Currently I have this:
public static object ToCsv(object obj, CultureInfo cultureInfo, string delimiter)
{
CsvConfiguration config = new(cultureInfo) { Encoding = Encoding.UTF8, Delimiter = delimiter, HasHeaderRecord = false, ShouldQuote = (_) => true };
using var memoryStream = new MemoryStream();
using var streamWriter = new StreamWriter(memoryStream);
using var csvWriter = new CsvWriter(streamWriter, config);
csvWriter.WriteField(obj);
csvWriter.Flush();
memoryStream.Position = 0;
return Encoding.UTF8.GetString(memoryStream.ToArray());
}
Not only does this code seem like an overkill, I am also concerend about the performance.
The code is used in a copy&paste event where a DataGrid fires an event for each individual cell, and I need to parse each individual cell, depending on the amount of rows/columns the user has selected this piece of code could be called thousand of times. (for each cell)
CsvWriter and CsvConfiguration are part of the CsvHelper library: https://github.com/JoshClose/CsvHelper
This method is NOT designed to be used to build each field in a possible CSV file cell by cell. It is a once off to CSV parse a single value. It is a good implementation of this as it uses the same logic that a full file approach would use, but it would be a very poor implementation to use to write a whole file, or to use recursively for many fields in a file.
For the readers at home, if you need to use this library to write a file please consult the documentation: Writing a CV file
using (var writer = new StreamWriter("path\\to\\file.csv"))

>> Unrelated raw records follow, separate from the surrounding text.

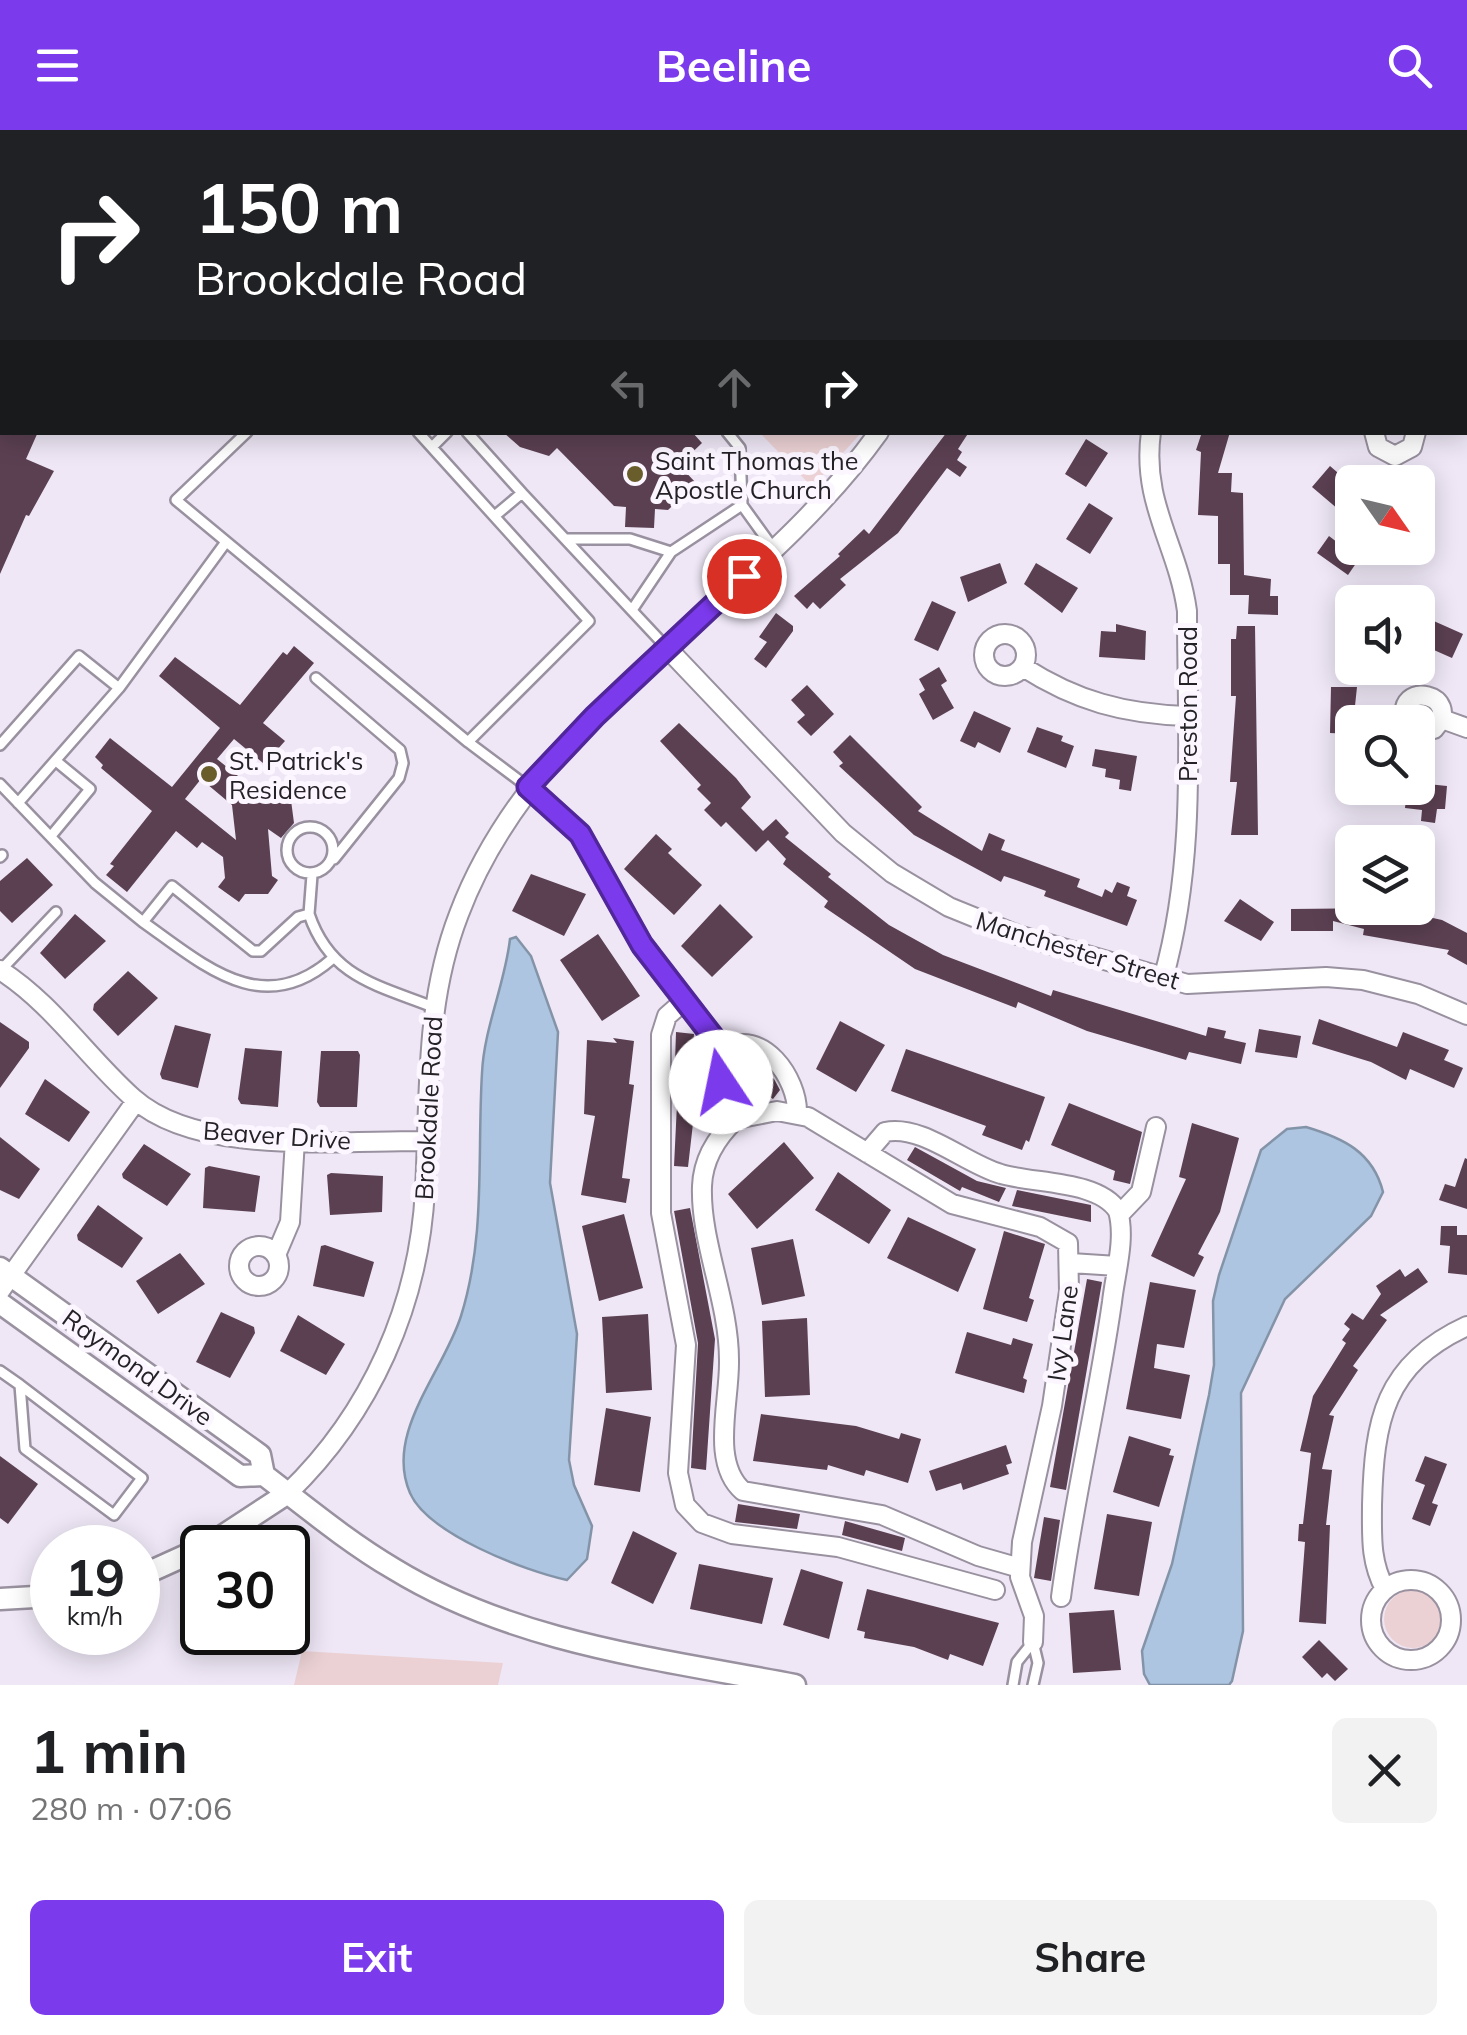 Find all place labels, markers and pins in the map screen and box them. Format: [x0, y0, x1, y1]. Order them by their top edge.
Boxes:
place label: Saint Thomas the Apostle Church [655, 445, 858, 505]
marker: Saint Thomas the Apostle Church [624, 463, 646, 485]
pin [702, 534, 787, 619]
place label: St. Patrick's Residence [229, 745, 363, 805]
marker: St. Patrick's Residence [198, 763, 220, 785]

using (var csv = new CsvWriter(writer, CultureInfo.InvariantCulture))
{
csv.WriteRecords(records);
}
To adequately judge/assess performance, it would be worth showing your code that is calling this method. As with the code above, to build a file you would setup the streams and config once for the file, then use WriteRecords which will iterate over your objects in the list and internally call csvWriter.WriteField(value); for each property in those objects.
Side note: that method really should declare the returning type a string and not an object.
The code is used in a copy & paste event where a DataGrid fires an event for each individual cell, and I need to parse each individual cell, depending on the amount of rows/columns the user has selected this piece of code could be called thousand of times. (for each cell)
If performance is a problem, do not try to handle this on a cell by cell basis, of alternatively give your user an alternate way to paste in a larger set of data that you can parse into a CSV file and then programmaticallyy assign to the underlying data.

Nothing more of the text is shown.